§ **AIM OF THE EXERCISE**
Lines below that include the word "locate" should each be copied.

------------------------------------

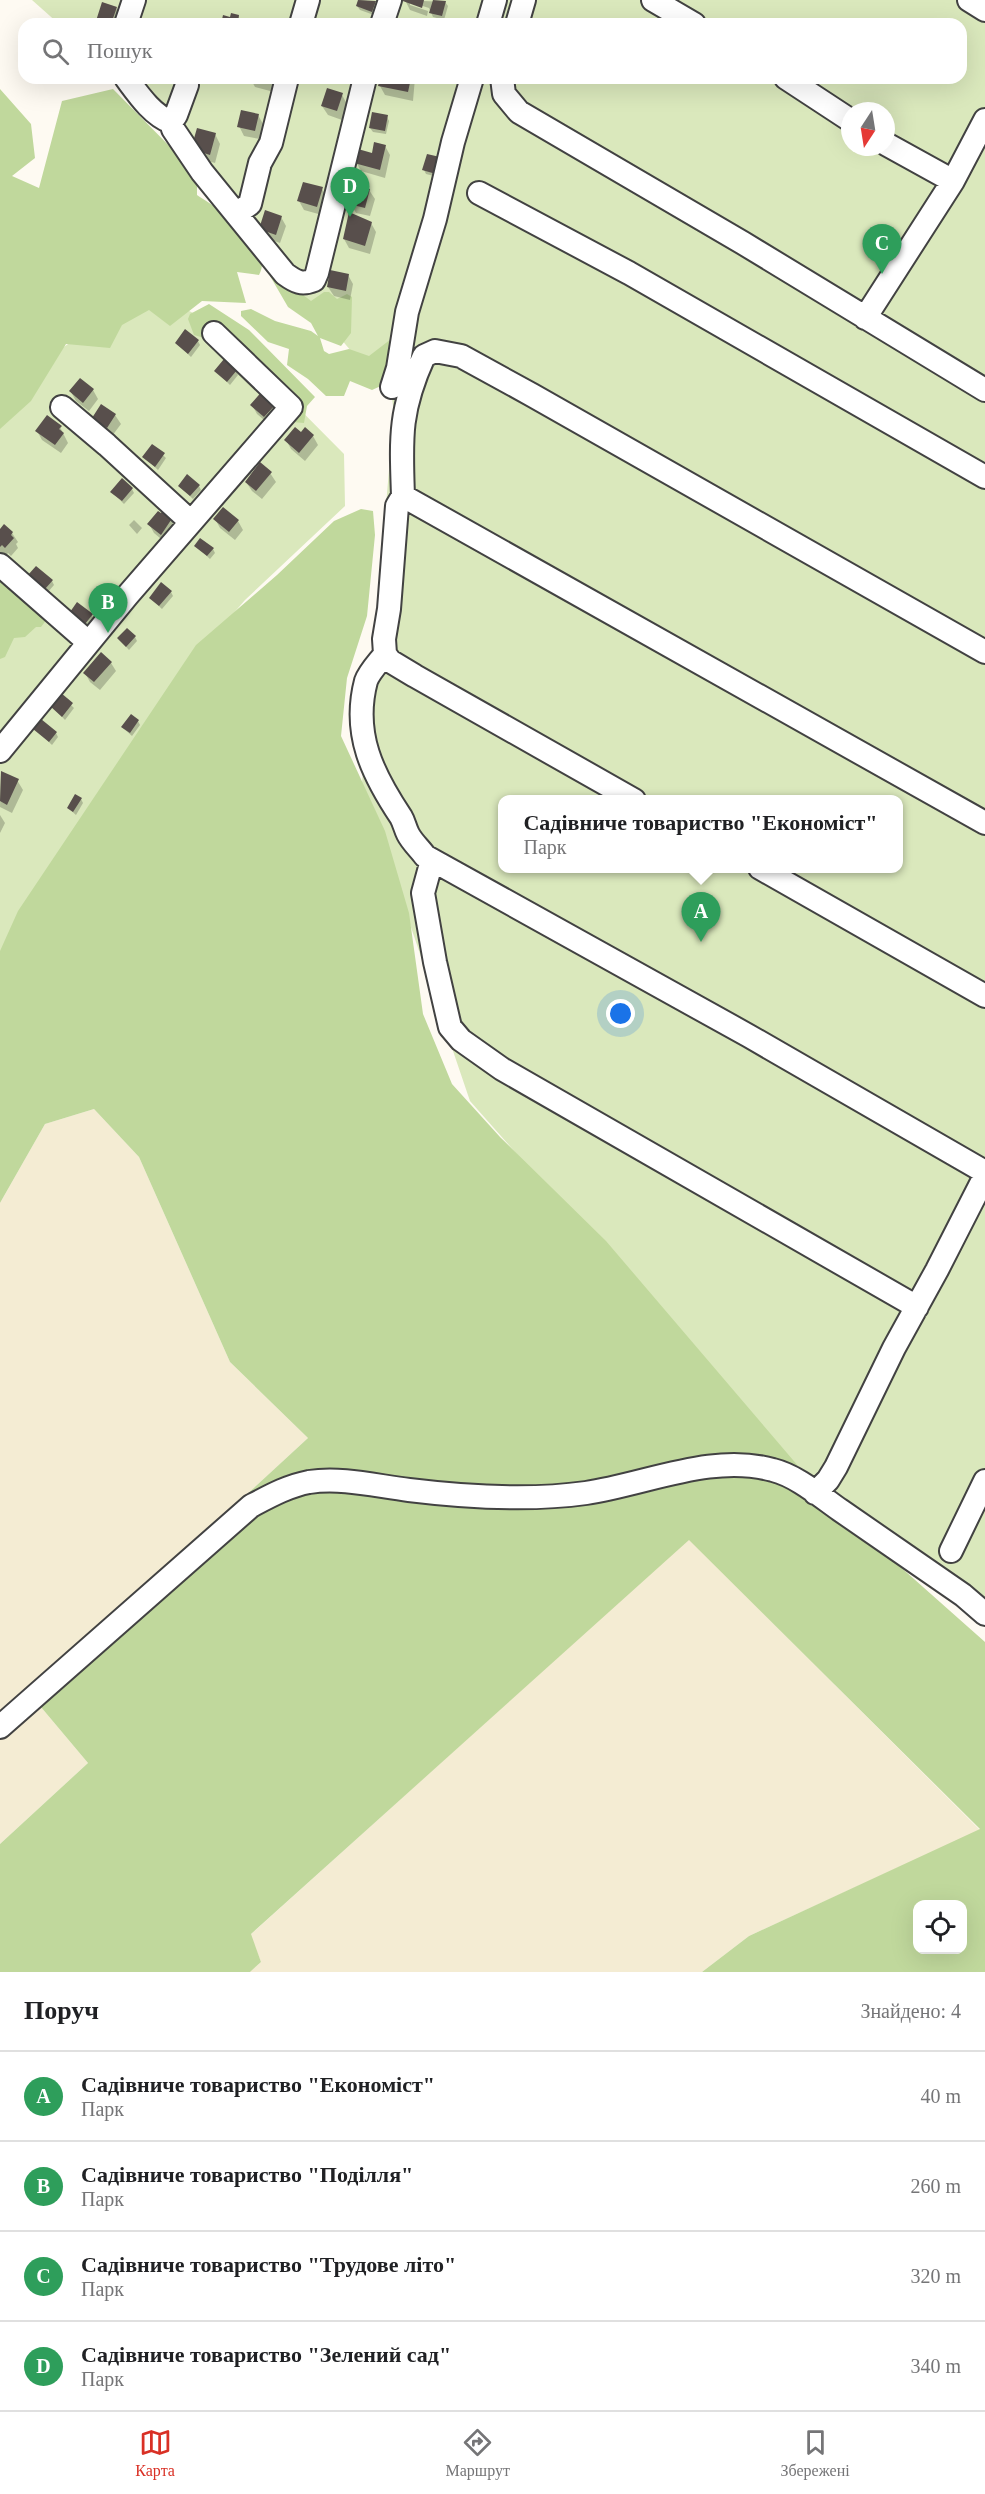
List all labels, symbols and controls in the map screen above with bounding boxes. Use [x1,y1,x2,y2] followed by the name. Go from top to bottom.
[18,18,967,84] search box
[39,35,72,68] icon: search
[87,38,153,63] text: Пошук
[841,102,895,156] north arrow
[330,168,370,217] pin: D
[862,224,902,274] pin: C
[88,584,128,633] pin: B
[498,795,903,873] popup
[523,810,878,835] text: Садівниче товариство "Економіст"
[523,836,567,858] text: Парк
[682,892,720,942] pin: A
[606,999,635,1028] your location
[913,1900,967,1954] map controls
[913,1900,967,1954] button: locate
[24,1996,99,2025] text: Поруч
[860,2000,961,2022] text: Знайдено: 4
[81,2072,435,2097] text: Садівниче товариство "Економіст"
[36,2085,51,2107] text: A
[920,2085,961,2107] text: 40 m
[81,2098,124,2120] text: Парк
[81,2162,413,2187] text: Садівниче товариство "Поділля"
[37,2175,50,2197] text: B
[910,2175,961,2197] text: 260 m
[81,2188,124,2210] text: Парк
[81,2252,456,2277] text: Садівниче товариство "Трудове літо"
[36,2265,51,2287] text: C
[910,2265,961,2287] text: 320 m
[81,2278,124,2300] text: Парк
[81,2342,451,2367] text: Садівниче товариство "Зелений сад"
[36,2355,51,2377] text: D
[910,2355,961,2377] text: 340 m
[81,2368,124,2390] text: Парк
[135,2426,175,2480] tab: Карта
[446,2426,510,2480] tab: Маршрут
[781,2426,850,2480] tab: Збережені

------------------------------------

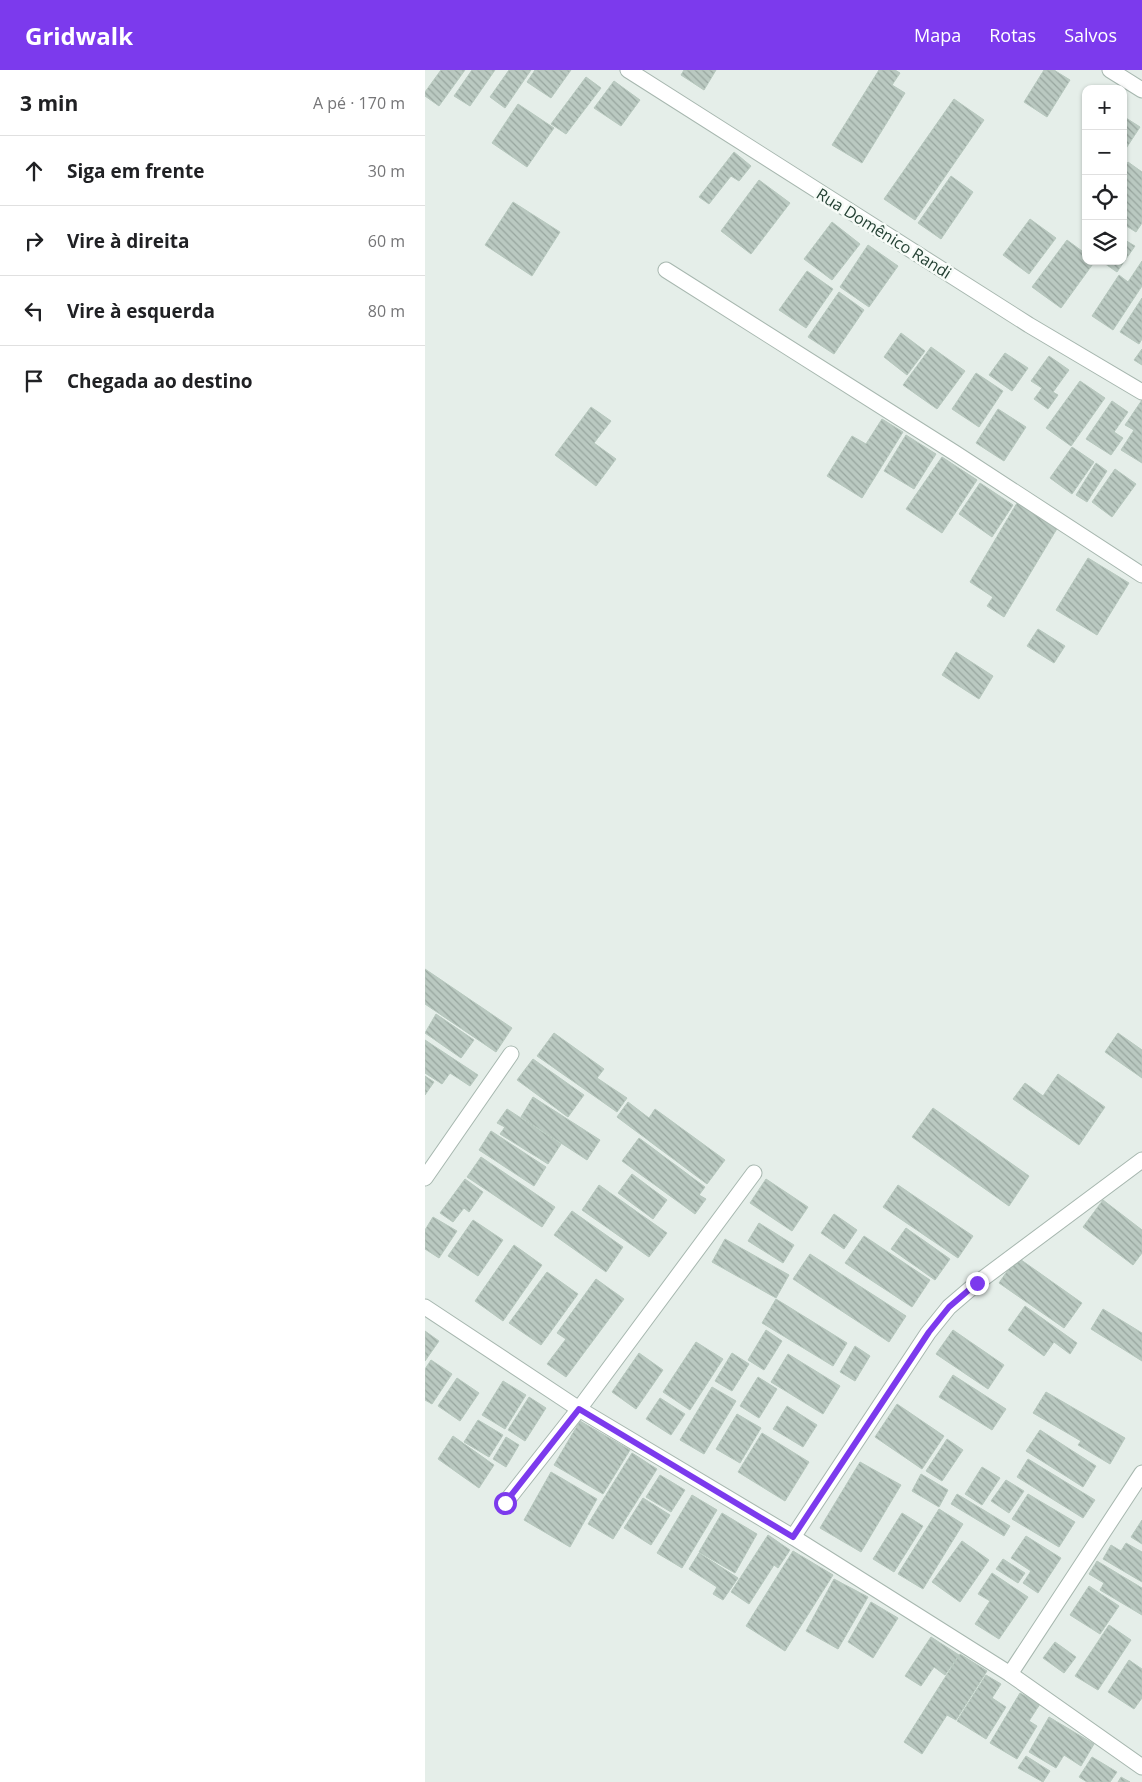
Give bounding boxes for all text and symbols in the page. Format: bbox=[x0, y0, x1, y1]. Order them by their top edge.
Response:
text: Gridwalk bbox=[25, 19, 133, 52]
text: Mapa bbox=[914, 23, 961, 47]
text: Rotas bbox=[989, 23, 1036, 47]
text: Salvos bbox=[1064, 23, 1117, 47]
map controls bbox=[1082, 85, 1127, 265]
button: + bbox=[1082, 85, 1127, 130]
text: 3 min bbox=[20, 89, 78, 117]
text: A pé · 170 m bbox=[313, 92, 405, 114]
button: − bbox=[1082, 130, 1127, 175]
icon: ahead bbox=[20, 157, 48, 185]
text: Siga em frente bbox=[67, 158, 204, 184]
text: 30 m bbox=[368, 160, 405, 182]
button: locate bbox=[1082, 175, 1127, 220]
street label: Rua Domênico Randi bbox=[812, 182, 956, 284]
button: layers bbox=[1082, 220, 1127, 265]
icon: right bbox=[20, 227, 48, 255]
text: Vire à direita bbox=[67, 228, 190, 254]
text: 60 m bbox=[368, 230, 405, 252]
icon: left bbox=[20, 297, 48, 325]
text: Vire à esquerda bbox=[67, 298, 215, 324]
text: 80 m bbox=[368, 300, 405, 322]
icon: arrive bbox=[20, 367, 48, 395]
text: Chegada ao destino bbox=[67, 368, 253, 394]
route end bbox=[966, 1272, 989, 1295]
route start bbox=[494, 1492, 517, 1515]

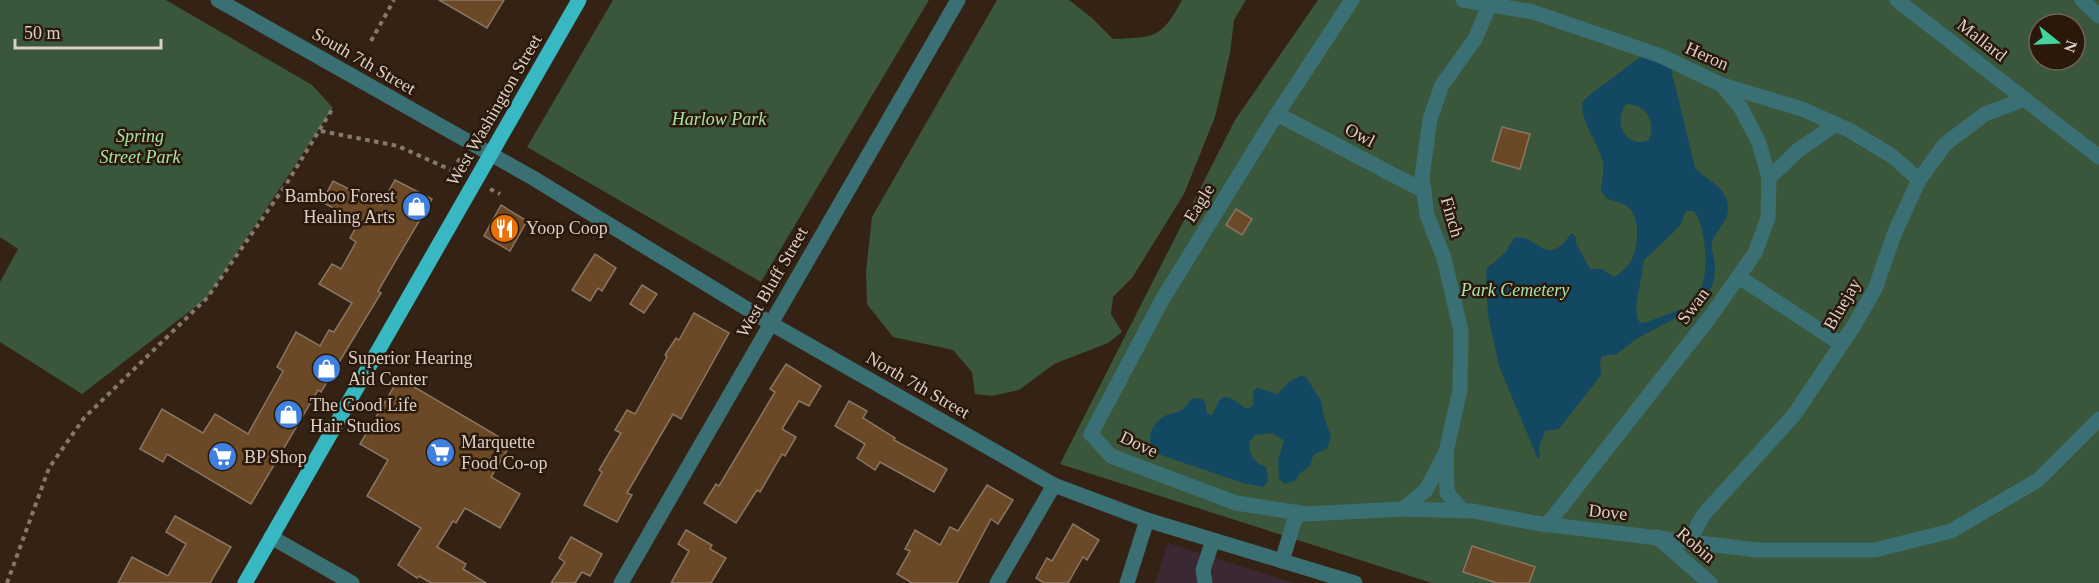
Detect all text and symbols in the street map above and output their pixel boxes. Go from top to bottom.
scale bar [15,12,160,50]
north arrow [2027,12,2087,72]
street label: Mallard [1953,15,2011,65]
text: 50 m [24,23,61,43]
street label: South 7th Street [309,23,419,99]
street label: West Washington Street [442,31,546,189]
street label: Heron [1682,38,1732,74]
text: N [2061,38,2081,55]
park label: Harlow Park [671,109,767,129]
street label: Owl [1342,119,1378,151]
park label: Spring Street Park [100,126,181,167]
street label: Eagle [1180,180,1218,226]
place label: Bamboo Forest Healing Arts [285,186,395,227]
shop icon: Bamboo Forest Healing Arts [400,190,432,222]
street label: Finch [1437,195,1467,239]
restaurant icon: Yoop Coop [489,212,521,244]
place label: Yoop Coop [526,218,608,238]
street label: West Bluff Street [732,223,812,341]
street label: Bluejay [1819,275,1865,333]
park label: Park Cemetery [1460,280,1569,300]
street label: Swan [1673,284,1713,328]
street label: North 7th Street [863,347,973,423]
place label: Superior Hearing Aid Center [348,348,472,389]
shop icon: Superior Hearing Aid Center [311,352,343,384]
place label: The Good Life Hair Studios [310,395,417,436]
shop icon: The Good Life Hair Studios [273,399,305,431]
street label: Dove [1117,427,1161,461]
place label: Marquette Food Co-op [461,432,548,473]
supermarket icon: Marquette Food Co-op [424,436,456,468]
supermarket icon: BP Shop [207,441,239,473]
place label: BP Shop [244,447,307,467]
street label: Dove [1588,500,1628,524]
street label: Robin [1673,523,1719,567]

------------------------------------

§ **OUTPUT OF THE TASK**
[913,1900,967,1954] button: locate
button: locate bbox=[1082, 175, 1127, 220]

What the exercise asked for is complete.